Doctors from Hell: The Horrific Account of Nazi Experiments on Humans
By Stefan Isaksson
Doctors from Hell: The Horrific Account of Nazi Experiments on Humans
Vivien Spitz
Sentient Publications
316 pages
ISBN: 1591810329
Josef Mengele is a name that even people with a small knowledge about the Second World War knows about, or at least has heard mentioned sometime. He was the Nazi doctor who performed the most gruesome experiments on humans (especially twins) in the name of Nazi science, and after the end of the war he managed to escape the Allied forces and hid in South America, among other places, until his death.

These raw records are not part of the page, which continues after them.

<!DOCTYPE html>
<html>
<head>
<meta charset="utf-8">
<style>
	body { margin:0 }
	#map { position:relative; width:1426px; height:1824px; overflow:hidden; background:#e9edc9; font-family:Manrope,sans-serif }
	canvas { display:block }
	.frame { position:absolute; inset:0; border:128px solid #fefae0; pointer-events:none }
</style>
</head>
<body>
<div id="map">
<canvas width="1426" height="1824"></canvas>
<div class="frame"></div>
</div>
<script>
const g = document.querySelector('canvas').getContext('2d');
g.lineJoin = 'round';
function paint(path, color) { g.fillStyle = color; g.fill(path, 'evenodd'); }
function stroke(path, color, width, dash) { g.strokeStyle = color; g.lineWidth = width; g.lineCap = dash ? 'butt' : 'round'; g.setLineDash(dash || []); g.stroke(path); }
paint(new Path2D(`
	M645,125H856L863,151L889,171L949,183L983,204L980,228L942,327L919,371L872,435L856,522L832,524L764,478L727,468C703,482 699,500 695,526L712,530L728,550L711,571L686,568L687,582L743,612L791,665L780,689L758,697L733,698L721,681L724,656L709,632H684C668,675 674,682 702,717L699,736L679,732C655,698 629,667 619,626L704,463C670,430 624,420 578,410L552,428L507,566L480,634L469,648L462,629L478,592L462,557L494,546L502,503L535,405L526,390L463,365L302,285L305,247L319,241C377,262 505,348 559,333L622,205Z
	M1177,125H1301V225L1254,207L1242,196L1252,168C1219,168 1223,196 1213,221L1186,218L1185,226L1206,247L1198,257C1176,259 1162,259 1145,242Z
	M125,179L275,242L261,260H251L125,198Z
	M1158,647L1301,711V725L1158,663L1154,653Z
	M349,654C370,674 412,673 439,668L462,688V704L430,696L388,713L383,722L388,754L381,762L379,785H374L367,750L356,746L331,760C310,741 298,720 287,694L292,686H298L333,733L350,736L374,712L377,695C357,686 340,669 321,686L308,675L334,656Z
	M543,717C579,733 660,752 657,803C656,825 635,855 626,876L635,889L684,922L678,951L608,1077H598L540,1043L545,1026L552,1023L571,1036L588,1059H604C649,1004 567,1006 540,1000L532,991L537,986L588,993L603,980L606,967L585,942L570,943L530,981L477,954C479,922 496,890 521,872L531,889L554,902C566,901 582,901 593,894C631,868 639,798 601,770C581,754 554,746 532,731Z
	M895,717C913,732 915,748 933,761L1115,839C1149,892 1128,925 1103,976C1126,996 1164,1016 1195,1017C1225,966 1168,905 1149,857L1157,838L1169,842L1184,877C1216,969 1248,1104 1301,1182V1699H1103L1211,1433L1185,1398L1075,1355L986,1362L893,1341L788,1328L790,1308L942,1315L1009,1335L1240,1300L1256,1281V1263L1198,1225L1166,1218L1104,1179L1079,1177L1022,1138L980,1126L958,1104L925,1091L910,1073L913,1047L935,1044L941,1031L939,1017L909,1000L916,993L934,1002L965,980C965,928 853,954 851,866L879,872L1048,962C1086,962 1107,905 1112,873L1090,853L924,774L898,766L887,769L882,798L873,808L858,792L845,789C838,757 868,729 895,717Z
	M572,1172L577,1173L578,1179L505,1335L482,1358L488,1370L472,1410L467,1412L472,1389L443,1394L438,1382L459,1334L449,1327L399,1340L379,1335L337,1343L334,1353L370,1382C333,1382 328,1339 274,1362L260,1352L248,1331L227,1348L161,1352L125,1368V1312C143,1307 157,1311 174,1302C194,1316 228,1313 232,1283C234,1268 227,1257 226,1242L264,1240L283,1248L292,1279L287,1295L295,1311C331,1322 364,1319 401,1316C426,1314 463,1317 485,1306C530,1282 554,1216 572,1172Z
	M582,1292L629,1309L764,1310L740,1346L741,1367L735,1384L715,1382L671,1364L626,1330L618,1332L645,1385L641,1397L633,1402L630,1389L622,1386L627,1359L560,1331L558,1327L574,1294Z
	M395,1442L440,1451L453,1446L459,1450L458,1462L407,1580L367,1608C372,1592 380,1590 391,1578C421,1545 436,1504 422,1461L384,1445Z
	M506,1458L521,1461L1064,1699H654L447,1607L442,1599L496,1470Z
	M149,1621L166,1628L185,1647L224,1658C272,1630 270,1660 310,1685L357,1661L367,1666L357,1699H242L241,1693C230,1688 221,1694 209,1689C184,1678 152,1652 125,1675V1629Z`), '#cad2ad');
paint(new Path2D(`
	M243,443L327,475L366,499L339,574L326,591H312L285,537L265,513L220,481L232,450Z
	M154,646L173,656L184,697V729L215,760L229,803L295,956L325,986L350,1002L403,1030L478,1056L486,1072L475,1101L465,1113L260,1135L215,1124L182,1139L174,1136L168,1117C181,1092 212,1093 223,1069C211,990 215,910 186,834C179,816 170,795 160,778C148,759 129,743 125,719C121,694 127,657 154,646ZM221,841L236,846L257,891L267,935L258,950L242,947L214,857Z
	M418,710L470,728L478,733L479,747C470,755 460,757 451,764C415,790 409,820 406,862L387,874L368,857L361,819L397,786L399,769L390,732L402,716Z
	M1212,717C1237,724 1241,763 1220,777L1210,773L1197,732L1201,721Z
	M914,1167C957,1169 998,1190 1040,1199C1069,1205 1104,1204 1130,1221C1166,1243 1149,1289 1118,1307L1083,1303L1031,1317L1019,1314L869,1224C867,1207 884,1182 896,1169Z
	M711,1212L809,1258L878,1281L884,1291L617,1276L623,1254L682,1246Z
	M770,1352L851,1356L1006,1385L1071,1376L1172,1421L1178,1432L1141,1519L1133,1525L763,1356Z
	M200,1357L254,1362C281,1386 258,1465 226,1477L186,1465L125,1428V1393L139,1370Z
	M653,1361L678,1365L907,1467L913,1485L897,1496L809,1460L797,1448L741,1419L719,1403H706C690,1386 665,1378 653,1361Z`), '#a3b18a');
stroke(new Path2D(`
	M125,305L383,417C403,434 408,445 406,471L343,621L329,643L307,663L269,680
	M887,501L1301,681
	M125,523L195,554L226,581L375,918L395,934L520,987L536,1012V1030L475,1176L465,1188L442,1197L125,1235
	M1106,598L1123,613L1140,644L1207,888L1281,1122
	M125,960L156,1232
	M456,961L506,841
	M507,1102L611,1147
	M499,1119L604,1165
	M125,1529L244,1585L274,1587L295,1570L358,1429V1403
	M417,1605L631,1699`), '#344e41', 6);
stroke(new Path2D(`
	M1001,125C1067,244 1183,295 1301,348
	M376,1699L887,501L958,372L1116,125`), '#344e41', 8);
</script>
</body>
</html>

But he was not the only one.
There were more men like him. Many more.
In 1946, a young Vivien Spitz was hired by the American war department to go across the Atlantic and attend the war trials in Nuremberg and report, document, and save to the world what the criminals confessed and didn’t confess. She wasn’t new to criminal world, having worked on trials in the U.S., and thus she thought she wouldn’t have any problems doing what she was supposed to do. But Nuremberg after the end of the war was a bombed-out city, a wasteland with no hot water and filled with German terrorists who gladly attacked any representative of the Allied forces.
And if that wasn’t enough, Spitz volunteered to (without really knowing what she was getting herself into, one must guess) to report from the interrogations with those Nazi doctors who had performed macabre experiments on humans (or “materiel” as they themselves referred to the inmates) in the many concentration camps around Europe. She wasn’t naïve, she knew very well that horrible stories and descriptions were to be part of her daily routine, but she still wasn’t able to remain untouched.

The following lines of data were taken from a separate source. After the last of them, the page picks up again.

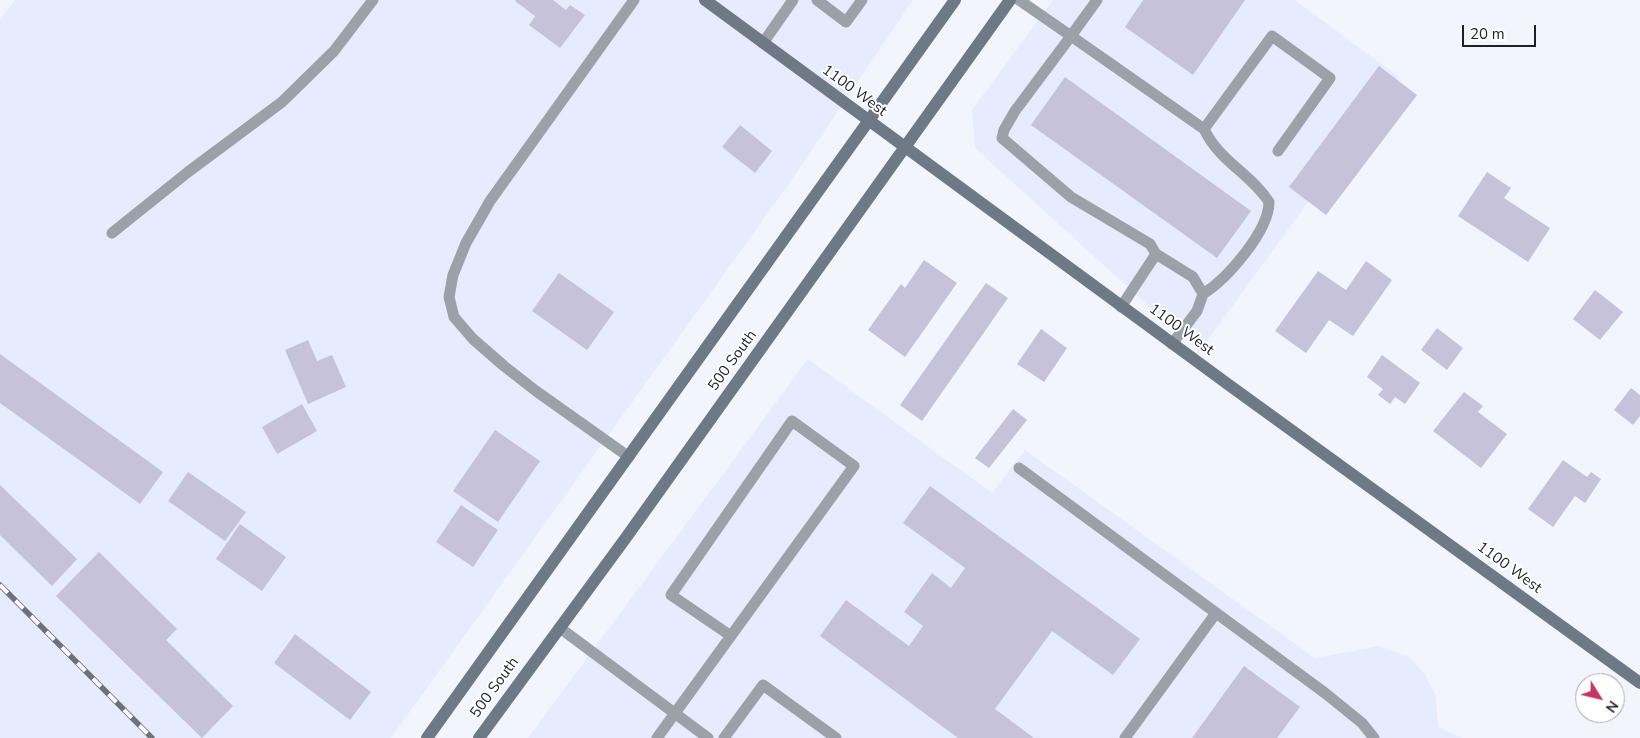 <!DOCTYPE html>
<html>
<head>
<meta charset="utf-8">
<style>
	body { margin:0 }
	#map { position:relative; width:1640px; height:738px; overflow:hidden; background:#f2f5fe; font-family:"Nunito Sans",sans-serif }
	canvas { display:block }
	.north { position:absolute; left:1575px; top:673px; width:50px; height:50px; box-sizing:border-box; background:#fff; border:1px solid #a5a6a9; border-radius:50%; rotate:126deg; font-size:14px; font-weight:700; line-height:20px; text-align:center; color:#1f2129 }
	.north::after { content:''; display:block; margin:auto; width:18px; height:22px; background:#c33665; clip-path:polygon(50% 0,100% 100%,50% 72%,0 100%) }
	.scale { position:absolute; left:1462px; top:25px; width:74px; height:22px; box-sizing:border-box; border:2px solid #1f2129; border-top:0; padding-left:6px; font-size:15px; line-height:18px; white-space:nowrap; color:#1f2129; -webkit-text-stroke:4px #fff; paint-order:stroke }
</style>
</head>
<body>
<div id="map">
<canvas width="1640" height="738"></canvas>
<div class="north">N</div>
<div class="scale">20 m</div>
</div>
<script>
const c = document.querySelector('canvas').getContext('2d');
c.lineJoin = 'round';
function fillPath(path, color) {
  c.fillStyle = color;
  c.fill(path, 'evenodd');
}
function strokePath(path, color, width, dash) {
  c.strokeStyle = color;
  c.lineWidth = width;
  c.lineCap = dash ? 'butt' : 'round';
  c.setLineDash(dash || []);
  c.stroke(path);
}
function write(font, color, halo, rows, align = 'center') {
  c.font = font + ' "Nunito Sans",sans-serif';
  c.lineWidth = 4;
  c.setLineDash([]);
  c.textBaseline = 'middle';
  c.strokeStyle = halo;
  c.fillStyle = color;
  for (const [text, x, y, turn = 0] of rows) {
    c.save();
    c.translate(x, y);
    c.rotate((+turn || 0) * Math.PI / 180);
    c.textAlign = isNaN(turn) ? turn : align;
    if (halo) c.strokeText(text, 0, 0);
    c.fillText(text, 0, 0);
    c.restore();
  }
}
const built = new Path2D(`
	M15 0H913L788 185 391 738H0V20Z
	M1053 0H1295L1399 77 1199 352 975 148 972 110Z
	M808 359 992 493 1025 450 1315 658 1379 646 1409 657 1424 673 1436 697 1438 727 1463 738H528Z`);
const building = new Path2D(`
	M516 0H553L566 10 570 5 585 15 560 48 529 25 535 16 515 1Z
	M1143 0H1245L1193 75 1125 27Z
	M1379 66 1417 95 1326 215 1289 187Z
	M1065 77 1251 211 1217 258 1031 125Z
	M740 125 772 151 755 173 722 147Z
	M1487 172 1511 188 1504 198 1550 228 1528 262 1458 216Z
	M924 260 957 283 905 357 868 330 901 284 905 288Z
	M1366 261 1392 280 1353 336 1329 320 1306 353 1275 331 1318 271 1346 290Z
	M559 273 614 312 587 350 532 311Z
	M986 283 1008 298 922 421 900 405Z
	M1595 290 1623 312 1600 340 1573 319Z
	M1437 328 1463 348 1447 370 1421 350Z
	M1041 329 1067 348 1044 382 1017 364Z
	M308 340 317 361 332 355 346 387 308 404 285 350Z
	M0 354 163 472 140 504 0 403Z
	M1382 355 1420 383 1405 404 1395 397 1390 404 1378 395 1383 389 1367 377Z
	M1631 388 1640 395V416L1633 425 1614 410Z
	M1464 392 1483 406 1478 412 1507 434 1481 468 1433 431Z
	M302 404 317 431 277 454 262 427Z
	M1013 409 1027 420 989 468 975 458Z
	M495 430 540 461 498 522 453 491Z
	M1563 460 1587 477 1591 472 1601 479 1585 503 1575 496 1553 527 1528 509Z
	M188 472 246 512 225 541 168 501Z
	M0 485 77 559 52 586 0 535Z
	M930 486 1140 639 1113 675 1052 631 995 709 1034 738H958L820 636 846 600 909 646 923 626 904 612 932 573 951 588 965 568 903 523Z
	M461 505 498 530 473 567 436 542Z
	M240 524 286 557 262 591 216 559Z
	M99 552 177 629 166 640 233 706 202 738 56 596Z
	M295 634 371 692 350 720 274 663Z
	M1244 666 1300 707 1277 738H1192Z`);
const lane = new Path2D(`
	M817 0 846 22 862 0
	M1019 0 1071 36 1097 0
	M763 43 793 0
	M112 233 188 172 282 102 334 51 373 0
	M1156 254 1193 277 1203 294 1197 311 1172 344
	M1203 294C1227 279 1269 231 1269 202 1251 174 1219 161 1204 129
	M1121 307 1156 254 1150 244 1071 197 1002 138 1004 130 1015 111 1071 36 1204 129 1272 36 1330 78 1278 151
	M629 457 536 391 504 366 473 339 454 317 449 297 453 275 466 243 490 201 634 0
	M1019 468 1325 693 1362 723 1374 738
	M560 628 708 738
	M657 738 854 466 792 421 671 595 731 636
	M724 738 763 685 836 738
	M1125 738 1216 613`);
const secondary = new Path2D(`
	M705 0 1229 385 1640 683
	M427 738 955 0
	M479 738 625 539 1010 0`);
const rail = new Path2D(`
	M0 585 152 738`);
const streetNames = [
	["1100 West",854,91,36],
	["1100 West",1181,330,36],
	["500 South",733,361,-54],
	["1100 West",1509,568,36],
	["500 South",495,688,-54]
];
fillPath(built, '#e6ecfe');
fillPath(building, '#c5c2d9');
strokePath(lane, '#9aa1a9', 11);
strokePath(secondary, '#6f7985', 12);
strokePath(rail, '#6e7179', 5.5);
strokePath(rail, '#fff', 4, [11]);
write('15px', '#1f2129', '#fff', streetNames);
</script>
</body>
</html>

Here are some of the stories she was told in the court room:
People were forced to stand for hours in freezing water, so the doctors could see how long time it took until their death (which was interesting to the Luftwaffe in case their pilots were shot down over open water).
Malaria-experiments where people were infected with the virus (for troops fighting in foreign countries).
Amputations of arms and legs, burning of the skin, and other mutilations of the body (in order to simulate the injuries a soldier could suffer on a battlefield).
Poisoning of food (simply so the doctors could see how long it took for the ones eating it to die).
Different sterilizations (since Jews and Gypsies and other “non desirable materiel” were welcome to work but not reproduce).
People who had to live on nothing but seawater for days in a row, which resulted in both madness and death.
And so on. It’s a scary book to read, especially when one reads about how the doctors explain it all away as duty and fighting for their Fatherland. But the book is also, here and there, quite boring with long sections of witnessing that don’t really say anything interesting. Furthermore, considering how bizarre the experiments were, it would have been interesting to learn more about WHY the doctors did what they did, that is, how they as doctors could become such devoted Nazis. It’s a well-known fact that some of the most brutal Nazis were “just like you and me” in their private life, but Doctors From Hell doesn’t touch this aspect. It’s an important and informative book but it would have been easy for Spitz to make it ever MORE important and MORE informative.